いきなり松浦は立ち上がった。そして背を向ける。
「俺は仕事が忙しい。帰る」
歩き始めた松浦に、男はせいいっぱいの声を出した。
「マ・ツ・ウ・ラ!」
驚いて松浦は立ち止まり、振り返る。
「……なんだ、おまえ、馴れ馴れしいぞ! いきなり呼び捨てか!」
男は小さく首を振った。
「違いますよ、俺の名前です。松浦、圭。今度は、そう呼んでください」
松浦が脱力したように天を仰ぐ。男は真面目に頷く。二人は思わず、というように笑い始めた。それはひとしきり続いた。
「それじゃ、……松浦。またな」
「はい、また。松浦さん」
松浦が病室を後にしても、男は笑うのを止められなかった。まだ、彼のことを思えば胸は痛む。けれど不思議と、少しだけだけれども、明るい心持ちになっていた。
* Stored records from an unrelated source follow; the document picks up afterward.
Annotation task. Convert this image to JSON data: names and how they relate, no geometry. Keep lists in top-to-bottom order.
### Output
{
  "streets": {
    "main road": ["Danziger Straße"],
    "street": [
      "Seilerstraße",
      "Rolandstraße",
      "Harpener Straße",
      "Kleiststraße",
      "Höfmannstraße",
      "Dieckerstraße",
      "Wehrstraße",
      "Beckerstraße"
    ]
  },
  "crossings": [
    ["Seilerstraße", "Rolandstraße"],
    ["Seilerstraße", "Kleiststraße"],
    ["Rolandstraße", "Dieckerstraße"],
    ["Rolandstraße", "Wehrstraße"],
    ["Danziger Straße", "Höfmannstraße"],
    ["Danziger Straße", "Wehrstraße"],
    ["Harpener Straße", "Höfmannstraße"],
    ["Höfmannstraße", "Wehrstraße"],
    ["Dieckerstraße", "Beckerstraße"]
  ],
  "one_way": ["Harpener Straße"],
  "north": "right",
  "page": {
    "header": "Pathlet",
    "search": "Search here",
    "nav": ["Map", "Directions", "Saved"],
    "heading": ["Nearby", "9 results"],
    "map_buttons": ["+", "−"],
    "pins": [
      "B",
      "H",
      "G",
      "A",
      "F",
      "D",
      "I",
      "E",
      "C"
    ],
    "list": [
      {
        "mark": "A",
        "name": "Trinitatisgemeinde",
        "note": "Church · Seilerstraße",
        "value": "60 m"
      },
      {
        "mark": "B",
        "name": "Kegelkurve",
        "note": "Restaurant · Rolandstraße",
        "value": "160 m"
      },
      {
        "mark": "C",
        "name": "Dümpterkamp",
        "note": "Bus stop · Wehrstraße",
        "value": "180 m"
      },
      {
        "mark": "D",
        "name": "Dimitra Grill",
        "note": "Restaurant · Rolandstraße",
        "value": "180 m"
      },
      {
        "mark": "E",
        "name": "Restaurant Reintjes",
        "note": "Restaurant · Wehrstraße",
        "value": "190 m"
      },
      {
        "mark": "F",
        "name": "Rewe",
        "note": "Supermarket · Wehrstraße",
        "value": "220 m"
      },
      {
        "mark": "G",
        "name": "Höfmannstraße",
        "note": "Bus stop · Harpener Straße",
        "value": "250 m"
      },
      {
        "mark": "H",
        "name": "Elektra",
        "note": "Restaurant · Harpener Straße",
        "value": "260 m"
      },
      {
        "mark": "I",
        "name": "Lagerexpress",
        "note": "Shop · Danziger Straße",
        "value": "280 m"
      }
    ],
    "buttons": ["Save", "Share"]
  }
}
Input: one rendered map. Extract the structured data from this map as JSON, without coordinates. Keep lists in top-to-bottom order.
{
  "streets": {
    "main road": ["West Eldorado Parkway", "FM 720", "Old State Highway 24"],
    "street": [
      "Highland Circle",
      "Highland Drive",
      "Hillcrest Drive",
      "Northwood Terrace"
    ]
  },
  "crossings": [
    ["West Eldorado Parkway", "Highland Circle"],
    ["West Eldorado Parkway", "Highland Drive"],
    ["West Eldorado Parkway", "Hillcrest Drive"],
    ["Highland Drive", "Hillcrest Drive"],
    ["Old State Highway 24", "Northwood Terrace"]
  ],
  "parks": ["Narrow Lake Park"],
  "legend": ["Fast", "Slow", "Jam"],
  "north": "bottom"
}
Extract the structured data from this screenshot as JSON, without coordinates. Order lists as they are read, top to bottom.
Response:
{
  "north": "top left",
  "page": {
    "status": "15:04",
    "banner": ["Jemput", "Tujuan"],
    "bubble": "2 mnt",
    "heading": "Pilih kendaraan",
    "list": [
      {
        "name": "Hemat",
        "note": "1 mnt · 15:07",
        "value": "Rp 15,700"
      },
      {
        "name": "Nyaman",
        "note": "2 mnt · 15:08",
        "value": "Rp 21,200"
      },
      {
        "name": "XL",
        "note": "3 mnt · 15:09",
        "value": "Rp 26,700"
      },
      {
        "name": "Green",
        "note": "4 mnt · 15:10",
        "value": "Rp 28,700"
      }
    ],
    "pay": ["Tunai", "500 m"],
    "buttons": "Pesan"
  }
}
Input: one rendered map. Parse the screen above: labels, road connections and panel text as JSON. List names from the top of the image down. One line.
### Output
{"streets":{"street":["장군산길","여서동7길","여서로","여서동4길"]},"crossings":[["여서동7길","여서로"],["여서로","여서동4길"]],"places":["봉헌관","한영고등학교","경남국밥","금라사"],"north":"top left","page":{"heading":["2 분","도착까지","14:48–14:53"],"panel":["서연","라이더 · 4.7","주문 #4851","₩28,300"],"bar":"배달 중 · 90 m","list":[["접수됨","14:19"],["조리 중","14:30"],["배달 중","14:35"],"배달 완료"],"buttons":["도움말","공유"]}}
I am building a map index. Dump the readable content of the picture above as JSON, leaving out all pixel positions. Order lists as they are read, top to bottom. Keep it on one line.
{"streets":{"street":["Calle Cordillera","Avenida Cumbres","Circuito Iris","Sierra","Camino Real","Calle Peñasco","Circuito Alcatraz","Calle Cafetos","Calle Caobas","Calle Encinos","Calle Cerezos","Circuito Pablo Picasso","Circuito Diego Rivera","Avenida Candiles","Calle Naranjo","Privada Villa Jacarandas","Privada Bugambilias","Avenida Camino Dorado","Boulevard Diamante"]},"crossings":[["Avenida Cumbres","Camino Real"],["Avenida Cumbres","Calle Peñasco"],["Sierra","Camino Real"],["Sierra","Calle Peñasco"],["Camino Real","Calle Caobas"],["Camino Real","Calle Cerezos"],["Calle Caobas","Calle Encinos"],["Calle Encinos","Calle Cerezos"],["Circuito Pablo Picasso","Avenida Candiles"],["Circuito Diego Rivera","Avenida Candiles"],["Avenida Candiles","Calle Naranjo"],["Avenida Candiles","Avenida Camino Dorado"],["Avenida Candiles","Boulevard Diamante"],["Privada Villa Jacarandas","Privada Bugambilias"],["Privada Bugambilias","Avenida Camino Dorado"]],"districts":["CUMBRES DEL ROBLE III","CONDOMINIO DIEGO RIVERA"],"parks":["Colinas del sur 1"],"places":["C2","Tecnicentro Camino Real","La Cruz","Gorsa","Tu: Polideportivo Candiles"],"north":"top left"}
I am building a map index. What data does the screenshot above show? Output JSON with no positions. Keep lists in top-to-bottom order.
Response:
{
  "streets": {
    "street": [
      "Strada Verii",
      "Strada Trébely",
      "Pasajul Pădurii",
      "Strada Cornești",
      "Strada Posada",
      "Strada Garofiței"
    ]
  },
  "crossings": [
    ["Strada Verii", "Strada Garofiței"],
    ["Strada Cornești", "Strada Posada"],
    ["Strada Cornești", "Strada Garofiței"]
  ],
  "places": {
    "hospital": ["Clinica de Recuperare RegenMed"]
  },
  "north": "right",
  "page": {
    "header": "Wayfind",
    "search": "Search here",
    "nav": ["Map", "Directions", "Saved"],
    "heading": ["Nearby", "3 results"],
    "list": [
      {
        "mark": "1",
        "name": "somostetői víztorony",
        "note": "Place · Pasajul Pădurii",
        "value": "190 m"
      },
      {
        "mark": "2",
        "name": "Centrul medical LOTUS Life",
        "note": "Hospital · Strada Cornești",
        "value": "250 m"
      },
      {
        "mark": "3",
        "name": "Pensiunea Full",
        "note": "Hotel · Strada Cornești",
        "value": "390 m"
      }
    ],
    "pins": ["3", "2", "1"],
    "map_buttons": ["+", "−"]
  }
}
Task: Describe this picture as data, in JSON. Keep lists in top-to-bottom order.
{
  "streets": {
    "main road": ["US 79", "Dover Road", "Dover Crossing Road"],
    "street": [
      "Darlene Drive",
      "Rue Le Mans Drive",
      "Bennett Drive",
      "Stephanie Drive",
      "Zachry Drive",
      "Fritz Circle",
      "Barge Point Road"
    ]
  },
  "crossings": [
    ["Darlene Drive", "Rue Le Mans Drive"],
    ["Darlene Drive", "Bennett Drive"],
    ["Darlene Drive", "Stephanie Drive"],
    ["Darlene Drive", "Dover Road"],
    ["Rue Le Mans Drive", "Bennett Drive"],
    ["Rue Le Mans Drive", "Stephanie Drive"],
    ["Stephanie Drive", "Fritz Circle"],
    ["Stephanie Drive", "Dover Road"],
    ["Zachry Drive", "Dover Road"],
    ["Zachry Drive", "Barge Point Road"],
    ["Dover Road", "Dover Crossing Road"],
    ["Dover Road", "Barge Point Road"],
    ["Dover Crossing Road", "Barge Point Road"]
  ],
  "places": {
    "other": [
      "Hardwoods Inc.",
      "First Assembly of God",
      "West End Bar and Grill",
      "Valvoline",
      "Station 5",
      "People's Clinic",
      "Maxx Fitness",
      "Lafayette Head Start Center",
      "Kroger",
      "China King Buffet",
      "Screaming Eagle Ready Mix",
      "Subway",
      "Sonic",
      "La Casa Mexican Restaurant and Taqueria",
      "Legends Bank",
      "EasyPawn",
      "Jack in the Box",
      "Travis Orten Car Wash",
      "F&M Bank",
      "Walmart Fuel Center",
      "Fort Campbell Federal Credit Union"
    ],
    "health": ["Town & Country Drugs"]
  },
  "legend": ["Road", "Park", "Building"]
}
ただ、前に。なにも考えず、前に。なにかあったら、悩んで悩んで、それでも前に進めばいい。時々、松浦に尋ねてみよう。そうしたら、きっとなにか示してくれるだろう。それはきっと、自分を力強く支えてくれるだろう。
松浦圭は、目の前に広がる一面の白を見つめた。それは彼の一番、好きな色だった。夏の名残りの日差しを映して、今はほんの少しの希望を含んで、眩しく見える。ゆっくりと、目を閉じる。
そして、久しぶりに安らかな眠りについた。